I’ve been sitting on these white curtains I got from a secondhand shop since last summer, and on New Year’s Day I was feeling ceremonial enough to sew something all-white, to symbolise the start of a fresh era. I wasn’t really sure where this was going as I was making it, but it turned out pretty nice in the end! You could also make this as a top by cutting the ‘skirt’ part short.

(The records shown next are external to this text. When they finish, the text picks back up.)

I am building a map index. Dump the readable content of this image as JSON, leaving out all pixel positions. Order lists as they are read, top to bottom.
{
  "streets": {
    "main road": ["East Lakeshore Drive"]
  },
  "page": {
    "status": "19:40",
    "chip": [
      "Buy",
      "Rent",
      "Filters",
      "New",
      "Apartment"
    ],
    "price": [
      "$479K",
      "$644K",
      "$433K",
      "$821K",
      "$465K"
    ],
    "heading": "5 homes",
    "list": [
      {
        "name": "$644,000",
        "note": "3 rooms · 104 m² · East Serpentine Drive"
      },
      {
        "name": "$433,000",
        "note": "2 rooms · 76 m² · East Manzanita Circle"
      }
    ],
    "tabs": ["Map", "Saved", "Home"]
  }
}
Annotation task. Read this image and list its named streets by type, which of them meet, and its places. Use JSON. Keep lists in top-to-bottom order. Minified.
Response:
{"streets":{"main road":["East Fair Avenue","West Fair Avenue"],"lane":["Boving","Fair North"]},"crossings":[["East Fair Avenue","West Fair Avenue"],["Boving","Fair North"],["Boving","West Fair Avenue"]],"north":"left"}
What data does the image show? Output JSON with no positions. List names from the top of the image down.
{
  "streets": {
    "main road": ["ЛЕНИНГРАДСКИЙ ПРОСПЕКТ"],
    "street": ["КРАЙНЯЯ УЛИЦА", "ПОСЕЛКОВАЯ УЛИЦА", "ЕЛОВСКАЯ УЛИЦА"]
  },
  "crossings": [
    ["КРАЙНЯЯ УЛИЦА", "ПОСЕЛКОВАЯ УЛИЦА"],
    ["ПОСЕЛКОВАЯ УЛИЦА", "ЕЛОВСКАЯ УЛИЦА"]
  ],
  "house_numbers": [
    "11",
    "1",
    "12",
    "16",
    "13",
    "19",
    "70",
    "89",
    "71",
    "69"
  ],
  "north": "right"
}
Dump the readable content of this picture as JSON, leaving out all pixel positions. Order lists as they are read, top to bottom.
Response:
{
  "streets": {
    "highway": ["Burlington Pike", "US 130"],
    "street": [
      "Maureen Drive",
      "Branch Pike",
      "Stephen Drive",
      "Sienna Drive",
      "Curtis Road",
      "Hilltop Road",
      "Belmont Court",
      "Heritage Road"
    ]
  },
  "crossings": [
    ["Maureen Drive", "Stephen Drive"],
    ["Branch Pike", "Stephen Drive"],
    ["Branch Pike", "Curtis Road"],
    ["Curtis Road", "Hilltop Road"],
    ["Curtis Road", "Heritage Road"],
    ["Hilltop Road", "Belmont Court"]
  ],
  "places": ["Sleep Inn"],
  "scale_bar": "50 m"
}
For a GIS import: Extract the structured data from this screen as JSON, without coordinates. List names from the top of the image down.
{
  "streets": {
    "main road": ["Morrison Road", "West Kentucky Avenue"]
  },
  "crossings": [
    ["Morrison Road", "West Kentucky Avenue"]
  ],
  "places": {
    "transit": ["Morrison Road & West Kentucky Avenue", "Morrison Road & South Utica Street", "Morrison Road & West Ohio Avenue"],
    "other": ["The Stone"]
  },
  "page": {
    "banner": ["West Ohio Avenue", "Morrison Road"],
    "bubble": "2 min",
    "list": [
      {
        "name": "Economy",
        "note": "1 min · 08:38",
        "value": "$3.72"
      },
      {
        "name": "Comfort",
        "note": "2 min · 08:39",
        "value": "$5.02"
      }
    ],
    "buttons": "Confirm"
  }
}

Fabric, 2.5 m (I used a 112 cm wide curtain in med-heavy cotton with good drape – could be a variety of materials, from cotton/poplin to a flowier kind like crepe or silk) | Scissors | Pins | Matching thread & sewing machine (I also used my serger but zig-zag would do) | Not pictured but used: small piece of lining fabric (or use the same fabric as for the dress) + Elastic to go around your bust
I. Started by cutting my top pieces – I’m a EU36/US4, these measurements would work for a size up from that as well.
II. Sewed the shoulder seams – pinned right sides facing & did a straight stitch, finished seam allowance with my serger, and sewed the seam allowance flat on the right side for a sort of fake flat felled seam:
.. And then cut a copy from my lining fabric (I used a light jersey which I cut from a pillow protector.. And sewed the shoulders on that too.
III. Next I made 4 straps for the back, about 65 cm long each, using
IV. Then attached the straps to the back of the top – I put the upper straps 20 cm down from the shoulder line. Just stitched them in place as pinned below..
.. Then pinned the lining to the top, right sides facing, first sewing the neckline..
.. Then pinning the arm holes too and sewing those. At this point I also took the shoulder line in a bit at the sides, ending up with 11 cm or so as the shoulder width.
V. Next I turned the top piece right side out by pulling the back pieces through, and pressed the whole thing.
VI. Last bit to finish the top was to place the sides together, right sides facing (making sure you align the seam where the right side meets the lining) and sew..
.. And you’ll have a clean finished top:
VII. Onto the skirt part. I first folded my fabric in a rectangle of 95 cm wide, 112 cm long. I cut it as a rectangle, but had to take it in a bit to create an A-line later.. so I could have cut it at 80 cm or so at the top, 95 cm at the bottom at this stage already.
VIII. Anyway, went on to sew the long rectangle together to create the back seam, and then did a double fold just a bit more than twice as wide as the elastic I was going to use. Pressed that in place..
.. Then sewed two stitches around, creating a casing just a bit wider than my elastic.
.. And remembering to leave a gap in the lower stitch to insert the elastic from.
IX. After cutting an elastic the same length as the circumference of the top hem (unstretched), and inserting it into its casing on the skirt, I realised I had too much fabric being gathered.. it was just too heavy. So I trimmed off around 15 cm from the back seam, at the same time securing the elastic in place. You could also gather using a non-elastic ribbon, I just like the ease of elasticated gathering.
After trimming the piece off I was happy with the fullness of the gathers. I finished the top hem with my serger..
.. And pinned the skirt onto the top. At this point comes the real beauty of gathering with elastic – because it’s stretchy, it’s much more forgiving and easy to distribute along the piece you’re attaching the gathers to. Pinning the back pieces, I left a 10 cm or so gap to get the open detail there. Then sewed on the right side, along the upper elastic casing stitch.
X. I was super hungry at this point – Don’t sew hungry! Get a snack.. So the gathers didn’t end up quite as uniform as I could’ve done, but I was still sufficiently happy. Last step – hemming the skirt.